Pour un consultant RP, la frontière entre récit authentique et mythologie de marque se joue dans la capacité à relier chaque histoire à une preuve vérifiable. Une histoire entreprise solide articule la culture interne, la marque employeur, l’offre et le produit service avec des décisions RH, industrielles ou sociales que les journalistes peuvent challenger, ce qui permet de réellement renforcer l’image entreprise dans le débat public. À l’inverse, une marque histoire qui empile les vidéos inspirantes, le film de marque et les exemples inspirants sans accepter la contradiction produit une connexion émotionnelle fragile et vite démentie par les faits.

Les agences de communication comme Havas Paris, TBWA Corporate ou Elan Edelman l’ont compris en rapprochant les équipes RP et contenu, afin que chaque storytelling marque soit pensé comme une stratégie contenu et non comme un simple habillage créatif. Pour les indépendants, la question devient stratégique : comment proposer une offre RP premium qui intègre le storytelling corporate de marque sans se laisser enfermer dans le rôle d’exécutant d’une agence créative focalisée sur la publicité, comme le montre l’analyse des défis d’une agence de communication publicitaire classique. La réponse passe par une posture éditoriale forte, où le consultant challenge la stratégie marketing, l’identité de marque et la communication interne pour aligner récit, valeurs et preuves.

Un bon test consiste à examiner si le récit de marque employeur tient encore quand on enlève les effets de style, la vidéo émotionnelle et le film corporate diffusés sur les réseaux sociaux. Si l’histoire marque ne repose que sur le personal branding de quelques dirigeants très exposés, le lien émotionnel avec les clients et les candidats restera superficiel et dépendant de l’actualité. Un storytelling corporate de marque robuste doit pouvoir vivre dans un communiqué sous embargo, dans un pitch téléphonique, dans une interview presse longue et dans un post court sur les réseaux sociaux, avec la même cohérence de ton et de preuves.

Buzz autour du storyteller : signaux faibles pour les consultants RP

Le buzz autour du titre de storyteller masque un problème plus profond de gouvernance éditoriale en entreprise, que les consultants RP sont bien placés pour nommer.
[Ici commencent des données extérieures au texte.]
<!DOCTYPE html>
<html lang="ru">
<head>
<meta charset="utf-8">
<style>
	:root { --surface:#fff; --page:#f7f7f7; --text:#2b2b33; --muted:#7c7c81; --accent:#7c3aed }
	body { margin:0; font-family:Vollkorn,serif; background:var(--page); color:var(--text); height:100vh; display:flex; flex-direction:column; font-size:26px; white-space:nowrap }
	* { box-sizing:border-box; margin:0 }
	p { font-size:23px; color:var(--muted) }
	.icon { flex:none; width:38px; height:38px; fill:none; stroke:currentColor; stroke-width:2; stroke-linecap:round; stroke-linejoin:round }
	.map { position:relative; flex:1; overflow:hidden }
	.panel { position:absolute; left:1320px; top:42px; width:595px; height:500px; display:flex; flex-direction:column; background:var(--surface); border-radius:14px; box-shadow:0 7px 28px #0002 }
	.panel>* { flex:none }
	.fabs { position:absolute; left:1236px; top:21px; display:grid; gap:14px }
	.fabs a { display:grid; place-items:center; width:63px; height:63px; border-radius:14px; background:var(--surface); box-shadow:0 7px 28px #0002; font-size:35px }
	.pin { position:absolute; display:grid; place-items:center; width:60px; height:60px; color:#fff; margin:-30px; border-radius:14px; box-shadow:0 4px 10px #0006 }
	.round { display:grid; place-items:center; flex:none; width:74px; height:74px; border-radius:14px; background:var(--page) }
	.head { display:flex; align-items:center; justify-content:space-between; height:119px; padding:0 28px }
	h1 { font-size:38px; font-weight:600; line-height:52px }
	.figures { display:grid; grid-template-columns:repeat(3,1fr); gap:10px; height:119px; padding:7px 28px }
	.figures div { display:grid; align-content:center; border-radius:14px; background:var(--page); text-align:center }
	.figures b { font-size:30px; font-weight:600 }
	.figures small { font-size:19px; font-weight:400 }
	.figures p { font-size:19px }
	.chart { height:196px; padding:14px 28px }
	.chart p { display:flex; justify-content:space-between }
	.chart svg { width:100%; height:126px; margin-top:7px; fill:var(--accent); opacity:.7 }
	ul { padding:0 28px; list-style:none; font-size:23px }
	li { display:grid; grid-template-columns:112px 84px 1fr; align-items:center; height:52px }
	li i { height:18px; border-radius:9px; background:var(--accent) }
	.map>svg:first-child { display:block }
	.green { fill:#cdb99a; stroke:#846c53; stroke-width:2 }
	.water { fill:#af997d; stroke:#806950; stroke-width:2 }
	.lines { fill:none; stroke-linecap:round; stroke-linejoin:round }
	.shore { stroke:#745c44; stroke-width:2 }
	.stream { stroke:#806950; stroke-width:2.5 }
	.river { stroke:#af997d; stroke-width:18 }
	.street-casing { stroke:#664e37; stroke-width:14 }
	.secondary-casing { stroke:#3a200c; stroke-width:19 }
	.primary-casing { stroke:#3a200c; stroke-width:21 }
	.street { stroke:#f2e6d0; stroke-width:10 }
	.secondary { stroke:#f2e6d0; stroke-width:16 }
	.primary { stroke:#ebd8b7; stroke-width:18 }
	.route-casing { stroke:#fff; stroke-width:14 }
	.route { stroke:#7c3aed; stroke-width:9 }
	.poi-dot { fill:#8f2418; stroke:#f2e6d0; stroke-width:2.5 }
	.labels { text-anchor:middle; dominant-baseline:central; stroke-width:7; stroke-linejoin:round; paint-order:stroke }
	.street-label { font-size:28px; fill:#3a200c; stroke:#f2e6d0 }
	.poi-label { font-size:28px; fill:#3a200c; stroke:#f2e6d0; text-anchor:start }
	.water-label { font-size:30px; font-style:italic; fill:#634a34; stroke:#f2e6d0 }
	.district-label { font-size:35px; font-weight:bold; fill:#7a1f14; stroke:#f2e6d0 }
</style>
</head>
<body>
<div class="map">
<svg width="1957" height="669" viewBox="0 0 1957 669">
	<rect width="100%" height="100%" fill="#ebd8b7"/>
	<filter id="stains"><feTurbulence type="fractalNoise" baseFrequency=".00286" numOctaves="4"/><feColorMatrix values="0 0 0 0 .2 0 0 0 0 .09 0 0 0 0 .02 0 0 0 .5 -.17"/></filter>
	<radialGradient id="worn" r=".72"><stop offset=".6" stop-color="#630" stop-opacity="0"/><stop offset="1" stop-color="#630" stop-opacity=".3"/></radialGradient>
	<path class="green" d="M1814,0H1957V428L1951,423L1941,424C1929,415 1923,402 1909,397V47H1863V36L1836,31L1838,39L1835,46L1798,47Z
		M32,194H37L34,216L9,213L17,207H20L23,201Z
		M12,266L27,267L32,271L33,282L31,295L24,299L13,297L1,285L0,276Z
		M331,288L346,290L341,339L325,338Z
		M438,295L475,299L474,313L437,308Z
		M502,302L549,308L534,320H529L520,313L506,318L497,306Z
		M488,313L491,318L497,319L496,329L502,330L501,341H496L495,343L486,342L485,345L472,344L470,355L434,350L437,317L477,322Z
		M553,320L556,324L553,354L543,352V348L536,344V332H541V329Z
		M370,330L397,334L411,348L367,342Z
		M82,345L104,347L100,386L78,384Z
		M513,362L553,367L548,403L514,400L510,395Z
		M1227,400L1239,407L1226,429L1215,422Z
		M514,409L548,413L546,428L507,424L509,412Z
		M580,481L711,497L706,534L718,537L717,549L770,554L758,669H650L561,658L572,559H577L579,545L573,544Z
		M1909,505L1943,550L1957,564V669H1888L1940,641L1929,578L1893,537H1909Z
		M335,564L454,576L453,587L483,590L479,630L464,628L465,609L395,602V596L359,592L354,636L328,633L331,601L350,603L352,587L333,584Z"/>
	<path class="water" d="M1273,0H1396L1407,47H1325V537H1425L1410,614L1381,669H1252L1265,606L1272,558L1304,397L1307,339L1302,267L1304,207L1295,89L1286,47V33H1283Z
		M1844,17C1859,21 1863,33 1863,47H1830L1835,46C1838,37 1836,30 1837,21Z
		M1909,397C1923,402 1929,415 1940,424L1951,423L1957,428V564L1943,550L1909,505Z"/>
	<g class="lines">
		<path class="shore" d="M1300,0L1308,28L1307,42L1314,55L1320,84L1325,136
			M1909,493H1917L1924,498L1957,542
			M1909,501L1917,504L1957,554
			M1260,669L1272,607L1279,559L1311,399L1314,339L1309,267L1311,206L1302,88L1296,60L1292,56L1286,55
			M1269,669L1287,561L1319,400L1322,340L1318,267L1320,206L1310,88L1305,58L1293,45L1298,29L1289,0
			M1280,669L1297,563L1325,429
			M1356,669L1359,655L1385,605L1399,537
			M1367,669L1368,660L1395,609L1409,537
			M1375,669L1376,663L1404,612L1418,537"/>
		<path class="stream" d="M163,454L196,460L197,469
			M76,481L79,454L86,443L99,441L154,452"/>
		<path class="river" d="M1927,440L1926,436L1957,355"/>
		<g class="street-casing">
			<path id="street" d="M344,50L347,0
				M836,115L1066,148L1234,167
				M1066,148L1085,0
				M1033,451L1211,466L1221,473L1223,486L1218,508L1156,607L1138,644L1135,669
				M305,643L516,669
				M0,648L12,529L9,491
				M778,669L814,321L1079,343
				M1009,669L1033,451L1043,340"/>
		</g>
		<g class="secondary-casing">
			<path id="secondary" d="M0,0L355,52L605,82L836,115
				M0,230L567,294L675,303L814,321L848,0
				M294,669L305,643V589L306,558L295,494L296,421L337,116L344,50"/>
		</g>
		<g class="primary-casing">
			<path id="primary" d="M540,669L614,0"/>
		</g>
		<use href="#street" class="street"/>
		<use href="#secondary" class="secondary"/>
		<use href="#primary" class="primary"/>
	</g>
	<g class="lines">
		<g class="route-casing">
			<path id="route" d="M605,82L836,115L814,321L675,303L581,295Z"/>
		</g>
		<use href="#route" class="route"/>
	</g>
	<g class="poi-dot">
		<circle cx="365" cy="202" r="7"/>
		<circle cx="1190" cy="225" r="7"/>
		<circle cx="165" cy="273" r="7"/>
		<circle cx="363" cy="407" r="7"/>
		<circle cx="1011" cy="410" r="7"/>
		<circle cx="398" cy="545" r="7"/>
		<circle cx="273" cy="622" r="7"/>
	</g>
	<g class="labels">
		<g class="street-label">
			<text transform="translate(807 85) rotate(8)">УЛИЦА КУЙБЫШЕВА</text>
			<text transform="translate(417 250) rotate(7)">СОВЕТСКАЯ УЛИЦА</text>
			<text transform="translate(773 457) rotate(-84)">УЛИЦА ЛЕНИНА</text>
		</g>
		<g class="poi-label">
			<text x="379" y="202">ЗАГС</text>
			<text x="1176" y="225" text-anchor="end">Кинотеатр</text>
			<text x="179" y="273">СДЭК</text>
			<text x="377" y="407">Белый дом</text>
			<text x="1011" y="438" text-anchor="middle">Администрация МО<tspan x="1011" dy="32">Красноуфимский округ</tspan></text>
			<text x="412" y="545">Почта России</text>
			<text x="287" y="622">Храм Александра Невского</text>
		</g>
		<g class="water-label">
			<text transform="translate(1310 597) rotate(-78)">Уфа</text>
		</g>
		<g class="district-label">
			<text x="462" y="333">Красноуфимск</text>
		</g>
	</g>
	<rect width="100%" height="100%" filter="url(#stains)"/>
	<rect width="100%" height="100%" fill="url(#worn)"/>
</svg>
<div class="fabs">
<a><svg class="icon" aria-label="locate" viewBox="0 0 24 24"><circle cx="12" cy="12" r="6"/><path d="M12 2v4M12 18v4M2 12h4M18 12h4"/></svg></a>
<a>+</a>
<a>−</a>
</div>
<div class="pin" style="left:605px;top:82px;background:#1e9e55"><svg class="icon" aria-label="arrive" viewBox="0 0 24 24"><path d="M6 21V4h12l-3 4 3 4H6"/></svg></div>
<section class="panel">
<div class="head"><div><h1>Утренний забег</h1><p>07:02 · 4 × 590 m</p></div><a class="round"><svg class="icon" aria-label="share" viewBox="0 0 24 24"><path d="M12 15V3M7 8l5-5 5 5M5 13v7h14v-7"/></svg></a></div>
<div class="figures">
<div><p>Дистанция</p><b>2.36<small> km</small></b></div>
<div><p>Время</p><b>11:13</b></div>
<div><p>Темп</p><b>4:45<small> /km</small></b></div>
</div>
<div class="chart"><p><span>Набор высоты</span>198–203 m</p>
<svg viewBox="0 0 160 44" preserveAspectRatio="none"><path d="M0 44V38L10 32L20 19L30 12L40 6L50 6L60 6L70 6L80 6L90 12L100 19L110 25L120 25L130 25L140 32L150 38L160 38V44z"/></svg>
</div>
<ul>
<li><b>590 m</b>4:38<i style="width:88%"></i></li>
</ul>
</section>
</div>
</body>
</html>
Quand tout le monde se dit storyteller, du social media manager au directeur marketing, plus personne n’est responsable de la cohérence du récit, de l’image marque et de la stratégie contenu sur la durée. Les indépendants des relations presse peuvent transformer cette confusion en opportunité, en se positionnant comme garants de la continuité narrative entre communication corporate, communication de crise et communication employeur.

Les signaux d’un storytelling corporate de marque qui fonctionne sont clairs pour un œil RP : les clients reprennent spontanément les histoires dans leurs propres mots, les journalistes citent l’entreprise sur ses sujets d’expertise, et les prises de parole dirigeantes restent alignées même sous pression médiatique. À l’inverse, un storytelling marque creux se repère à la multiplication de slogans, à une identité de marque changeante selon les canaux et à une stratégie marketing qui surinvestit la vidéo et le film publicitaire sans nourrir le fond éditorial. Dans ce contexte, travailler la mise en relation et le réseau d’entreprise, comme le montre l’approche détaillée dans l’analyse sur la mise en relation network entreprise, devient un levier pour tester la solidité du récit auprès d’interlocuteurs externes exigeants.

Pour les pros des RP, l’enjeu n’est pas de refuser le storytelling mais de le réancrer dans la réalité, en s’appuyant sur des outils marketing mesurables, des KPIs de retombées et une vraie liberté éditoriale, comme le rappelle le débat sur la liberté de la presse et le rôle des RP. Un bon récit d’entreprise doit créer une connexion émotionnelle durable, un lien émotionnel crédible entre l’histoire marque, l’image entreprise et les attentes de l’audience, qu’il s’agisse de clients, de journalistes ou de talents. Pour les consultants RP indépendants, la ligne de crête est claire : pas le communiqué, mais la relation.